Dr. Hall offers a few suggestions for breaking away from this pattern. To begin, determine the inflection points—a list of situations that often elicit negative emotions. Once we’ve identified them, we may prepare ahead of time how we’ll react to them. Second, begin to empathize with ourselves. More importantly, the more we understand why we feel bad and get to the core source of these feelings, the more we will manage them.
Keep Your Ears Open
In relationships, we often criticize our spouse while seeing ourselves as the victim. However, it may be both ways only that we are often oblivious to our flaws and our partner’s pain. Empathy is one method to become more aware of our partners’ difficulties. It allows us to see things from our partner’s point of view and walk in their shoes without passing judgment; empathy broadens our minds and aids in developing compassion.
Empathy is the core of the relationship; the relationship will struggle to exist without it. According to Carin Goldstein, a clinical psychologist and certified marital and family therapist from Los Angeles, this is because empathy necessitates compassion. And the more empathetic we are, the stronger our connection with our spouse becomes.
By following a process that leads to better overall marital satisfaction, better communication, and a strengthened partnership, couples can reap the benefits of an improved overall strategy, the absence of arguments that lead to resentment, better parent-child relationships, and greater trust and communication in the marriage.
When they have lost objectivity, most couples find it difficult to list all the problems they encounter. This means that each partner is often burdened with their answer and believes that the issue would be addressed if the other person just viewed it their way. When problems are made worse, couples often get well-intentioned counsel from close friends or family members that may sometimes be helpful. Still, they have too often oversimplified the problem without considering the relationship’s dynamic or history.
The significant difference in therapy and getting help from marriage counselors is that there is more objectivity in marriage counseling because of the accumulation of more information regarding patterns and issues unique to the couple, guaranteeing that the solution is based on a deeper understanding of the problem and that it fits the couple.

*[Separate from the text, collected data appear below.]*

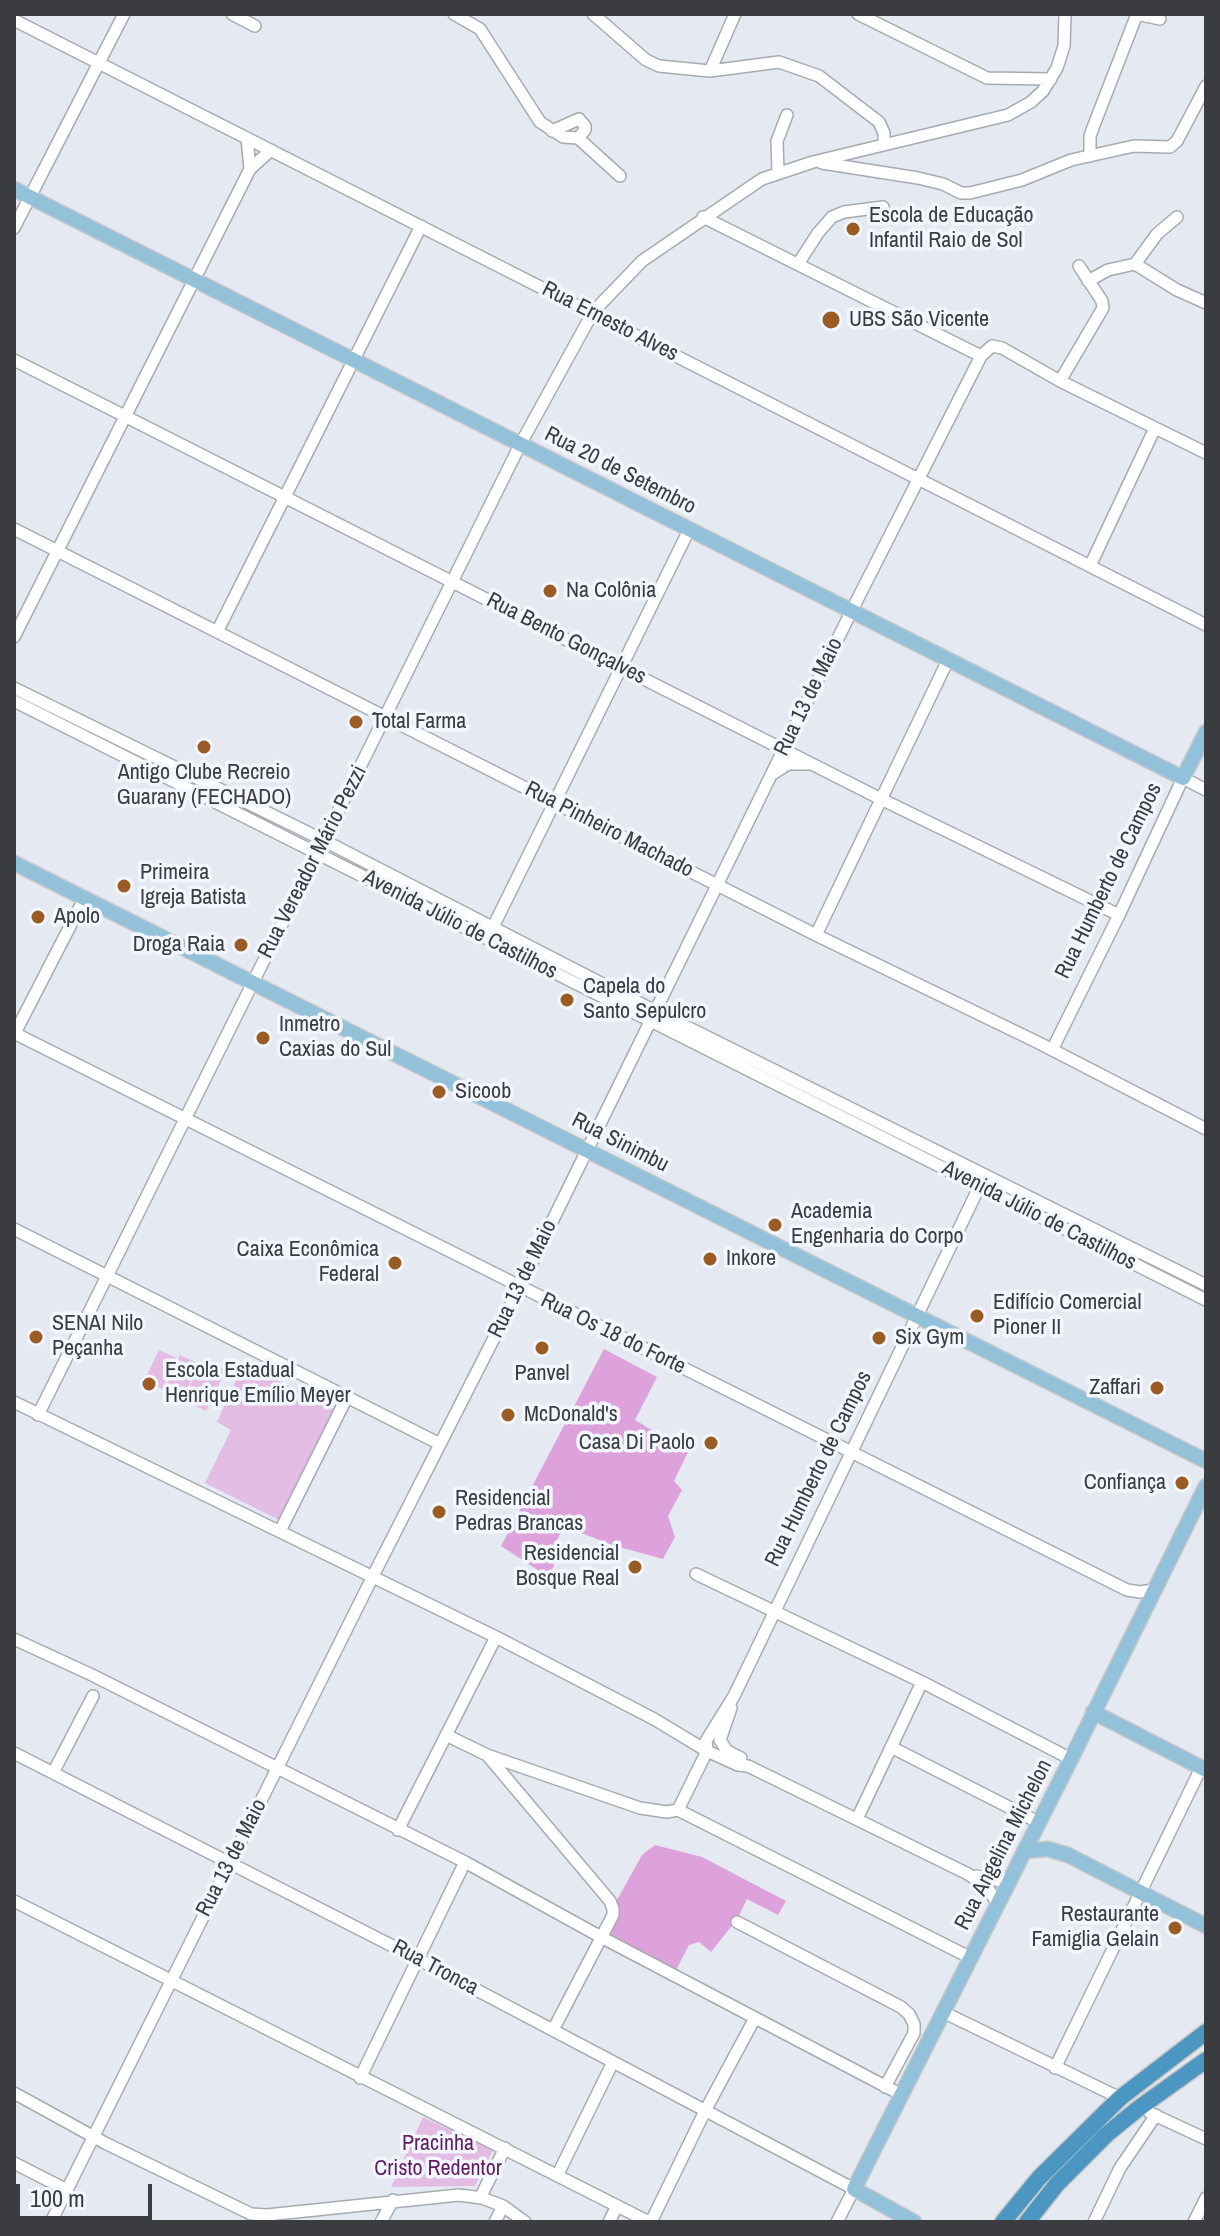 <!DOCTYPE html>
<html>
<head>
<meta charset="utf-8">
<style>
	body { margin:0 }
	#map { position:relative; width:1220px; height:2236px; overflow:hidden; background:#e5e9f1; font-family:"Archivo Narrow",sans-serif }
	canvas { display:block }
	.frame { position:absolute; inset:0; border:16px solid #3b3c3f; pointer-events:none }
	.scale { position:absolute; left:16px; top:2184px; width:136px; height:36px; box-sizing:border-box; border:4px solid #3b3c3f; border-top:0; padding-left:10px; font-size:24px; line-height:28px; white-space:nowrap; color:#3b3c3f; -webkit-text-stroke:6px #f2f6fe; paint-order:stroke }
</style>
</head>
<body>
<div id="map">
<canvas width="1220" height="2236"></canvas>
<div class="frame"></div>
<div class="scale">100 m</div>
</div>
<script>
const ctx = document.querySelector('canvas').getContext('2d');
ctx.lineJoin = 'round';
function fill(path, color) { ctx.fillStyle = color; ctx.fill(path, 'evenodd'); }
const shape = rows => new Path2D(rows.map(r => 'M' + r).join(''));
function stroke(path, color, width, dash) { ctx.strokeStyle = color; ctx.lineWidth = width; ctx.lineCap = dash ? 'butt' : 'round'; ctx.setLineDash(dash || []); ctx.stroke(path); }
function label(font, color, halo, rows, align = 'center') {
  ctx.font = font + ' "Archivo Narrow",sans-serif'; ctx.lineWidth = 7; ctx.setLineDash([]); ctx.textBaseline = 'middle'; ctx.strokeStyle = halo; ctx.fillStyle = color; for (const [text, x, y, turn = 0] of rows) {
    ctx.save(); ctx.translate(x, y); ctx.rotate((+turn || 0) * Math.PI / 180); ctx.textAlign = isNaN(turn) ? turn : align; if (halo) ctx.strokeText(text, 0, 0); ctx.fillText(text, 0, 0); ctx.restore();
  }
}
const green = shape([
	[159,1350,177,1358,162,1389,144,1381],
	[180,1355,199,1364,182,1399,164,1390],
	[203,1359,226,1370,206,1411,183,1400],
	[244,1363,334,1409,279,1520,205,1483,231,1430,217,1422],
	[423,2117,493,2150,475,2186,391,2187]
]);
const forest = shape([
	[604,1349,657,1377,635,1420,688,1452,674,1481,682,1490,668,1516,675,1537,663,1559,612,1545,564,1526,551,1552,554,1566,547,1576,501,1546],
	[655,1845,702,1857,786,1901,778,1915,747,1899,738,1918,711,1952,699,1942,689,1945,674,1974,603,1937,617,1910,617,1900,642,1855]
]);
const minor = shape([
	[232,14,255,26],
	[454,14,480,29,540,122,563,137,578,138],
	[593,14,646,60,659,66,710,71,779,62,819,76,879,122,884,133,884,144],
	[858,14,987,78,1051,79],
	[1136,14,1160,19],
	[14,20,1206,625],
	[710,71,735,14],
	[552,131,579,119,585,126,585,130,578,138],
	[247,138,250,169],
	[578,138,620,176],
	[1090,156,1090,136,1094,125,1137,14],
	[822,163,918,178,943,184,961,193,970,193,1022,180,1071,160,1134,146,1170,147,1177,141,1206,86],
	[778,172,777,141,787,115],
	[703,217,981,356],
	[14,228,124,14],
	[798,264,818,233,832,217,844,212,883,207],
	[1135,264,1177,290,1206,303],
	[1088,281,1108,270,1135,264,1157,234,1177,217],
	[14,360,881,799,1119,915],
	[1060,381,1103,308,1102,301,1079,266],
	[14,529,816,935,1039,1043,1206,1129],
	[1090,566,1155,428],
	[217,632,421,226],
	[14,637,250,169,271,150],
	[14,688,323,840,655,1011,1206,1285],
	[14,701,1206,1300],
	[774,773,788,764,810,764],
	[491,931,689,530],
	[816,935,948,660],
	[14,1033,1127,1590,1140,1592,1153,1590],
	[14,1035,84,899],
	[1052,1050,1119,915,1183,778,1206,790],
	[14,1229,440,1444],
	[14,1402,496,1637,654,1719,707,1751,738,1765,748,1766,968,1874,988,1888,998,1905],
	[38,1415,520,445,593,312,642,261,762,179,813,162,1008,115,1031,102,1043,91,1057,68,1064,46,1065,14],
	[280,1531,347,1397],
	[696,1574,922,1682,1071,1759],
	[14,1639,92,1675,465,1862,601,1937,902,2095],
	[731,1708,720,1740,727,1751,741,1758],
	[446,1735,487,1755,640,1808,667,1812,678,1810],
	[891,1747,1038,1822],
	[14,1753,418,1959,854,2189,837,2222],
	[487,1755,610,1901,613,1909,613,1915,553,2030],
	[53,1773,93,1696],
	[678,1810,707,1751,706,1741,734,1696,982,1181],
	[678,1810,971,1958],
	[857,1819,922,1682],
	[398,1830,496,1637],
	[976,1876,1001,1881,1010,1878],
	[14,1901,649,2222],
	[737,1922,901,2007,909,2014,914,2024,914,2033,885,2087],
	[943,2012,1120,2098],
	[1055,2068,1201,1768],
	[360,2078,465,1862],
	[14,2093,105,2143,251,2214,267,2215,459,2195,482,2198,503,2206,525,2222],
	[1150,2113,1206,2139],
	[14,2163,67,2190],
	[558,2174,613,2062],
	[480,2198,505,2148],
	[51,2222,373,1576,520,1287,851,612,981,356,992,346,1002,348,1060,381,1206,453],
	[381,2222,393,2200],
	[495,2222,503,2206],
	[609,2222,617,2206],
	[651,2222,705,2111,755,2018],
	[1094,2222,1120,2168,1156,2115],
	[1194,2222,1206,2198]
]);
const major = shape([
	[14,189,1183,778,1206,732],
	[14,863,1206,1461],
	[1093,1712,1206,1770],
	[1024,1851,1048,1849,1068,1855,1206,1926],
	[914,2222,854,2189,1071,1759,1206,1486]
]);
const highway = shape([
	[1003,2222,1039,2178,1120,2098,1206,2032],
	[1027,2222,1057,2184,1107,2134,1139,2108,1206,2060]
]);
const markers = [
	[853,229,8,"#9b5c24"],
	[831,320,10,"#9b5c24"],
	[550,591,8,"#9b5c24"],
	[356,722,8,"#9b5c24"],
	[204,747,8,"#9b5c24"],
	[124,886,8,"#9b5c24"],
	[38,917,8,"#9b5c24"],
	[241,945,8,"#9b5c24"],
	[567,1000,8,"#9b5c24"],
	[263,1038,8,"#9b5c24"],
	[439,1092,8,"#9b5c24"],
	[775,1225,8,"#9b5c24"],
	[710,1259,8,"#9b5c24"],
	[395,1263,8,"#9b5c24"],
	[977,1316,8,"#9b5c24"],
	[36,1337,8,"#9b5c24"],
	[879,1338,8,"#9b5c24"],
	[542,1348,8,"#9b5c24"],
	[149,1384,8,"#9b5c24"],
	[1157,1388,8,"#9b5c24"],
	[508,1415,8,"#9b5c24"],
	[711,1443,8,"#9b5c24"],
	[1182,1483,8,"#9b5c24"],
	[439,1512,8,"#9b5c24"],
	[635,1567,8,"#9b5c24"],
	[1175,1928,8,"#9b5c24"]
];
const poiNames = [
	["Escola de Educação",869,216],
	["Infantil Raio de Sol",869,241],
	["UBS São Vicente",849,320],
	["Na Colônia",566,591],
	["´Total Farma",372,722],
	["Antigo Clube Recreio",204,773,"center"],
	["Guarany (FECHADO)",204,798,"center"],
	["Primeira",140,873],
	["Igreja Batista",140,898],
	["Apolo",54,917],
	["Droga Raia",225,945,"right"],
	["Capela do",583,987],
	["Santo Sepulcro",583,1012],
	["Inmetro",279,1025],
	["Caxias do Sul",279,1050],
	["Sicoob",455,1092],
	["Academia",791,1212],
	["Engenharia do Corpo",791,1237],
	["Caixa Econômica",379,1250,"right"],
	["Federal",379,1275,"right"],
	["Inkore",726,1259],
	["Edifício Comercial",993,1303],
	["Pioner II",993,1328],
	["SENAI Nilo",52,1324],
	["Peçanha",52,1349],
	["Six Gym",895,1338],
	["Escola Estadual",165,1371],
	["Henrique Emílio Meyer",165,1396],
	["Panvel",542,1374,"center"],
	["Zaffari",1141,1388,"right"],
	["McDonald's",524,1415],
	["Casa Di Paolo",695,1443,"right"],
	["Confiança",1166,1483,"right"],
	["Residencial",455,1499],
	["Pedras Brancas",455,1524],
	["Residencial",619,1554,"right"],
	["Bosque Real",619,1579,"right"],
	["Restaurante",1159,1915,"right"],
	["Famiglia Gelain",1159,1940,"right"]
];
const streetNames = [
	["Rua Ernesto Alves",610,322,27],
	["Rua 20 de Setembro",620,471,27],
	["Rua Bento Gonçalves",566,639,27],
	["Rua 13 de Maio",809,697,-64],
	["Rua Pinheiro Machado",609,830,27],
	["Rua Vereador Mário Pezzi",313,862,-63],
	["Rua Humberto de Campos",1109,881,-64],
	["Avenida Júlio de Castilhos",460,925,27],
	["Rua Sinimbu",620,1143,27],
	["Avenida Júlio de Castilhos",1039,1216,27],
	["Rua 13 de Maio",523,1279,-64],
	["Rua Os 18 do Forte",613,1334,26],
	["Rua Humberto de Campos",819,1469,-64],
	["Rua Angelina Michelon",1004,1845,-63],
	["Rua 13 de Maio",232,1858,-63],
	["Rua Tronca",435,1968,28]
];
const parkNames = [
	["Pracinha",438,2144],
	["Cristo Redentor",438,2169]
];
fill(green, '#e3bce3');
fill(forest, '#dda2dc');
stroke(minor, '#a6aab1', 14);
stroke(major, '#c8c8c9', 17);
stroke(highway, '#c8c8c9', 19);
stroke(minor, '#fff', 11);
stroke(major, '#94c1da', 14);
stroke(highway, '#4c97c1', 16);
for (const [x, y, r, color] of markers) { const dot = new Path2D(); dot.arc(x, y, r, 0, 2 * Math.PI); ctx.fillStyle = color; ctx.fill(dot); stroke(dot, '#f2f6fe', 3); }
label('22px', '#3b3c3f', '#f2f6fe', poiNames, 'left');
label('22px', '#3b3c3f', '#f2f6fe', streetNames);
label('22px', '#611c62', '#f2f6fe', parkNames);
</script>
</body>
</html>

Many of us are afraid of being single after being in a relationship for a long time. Because of this anxiety, we often go to great lengths to preserve the connection. Of course, compromise is the lubricant that keeps a partnership running smoothly. When a relationship is in trouble, it is more important to practice give and take. However, this does not imply that we should bend over backward.
If we give away our identity, morality, values, and convictions in the name of compromise, the relationship will inevitably fail. So, make fair bargains and compromises.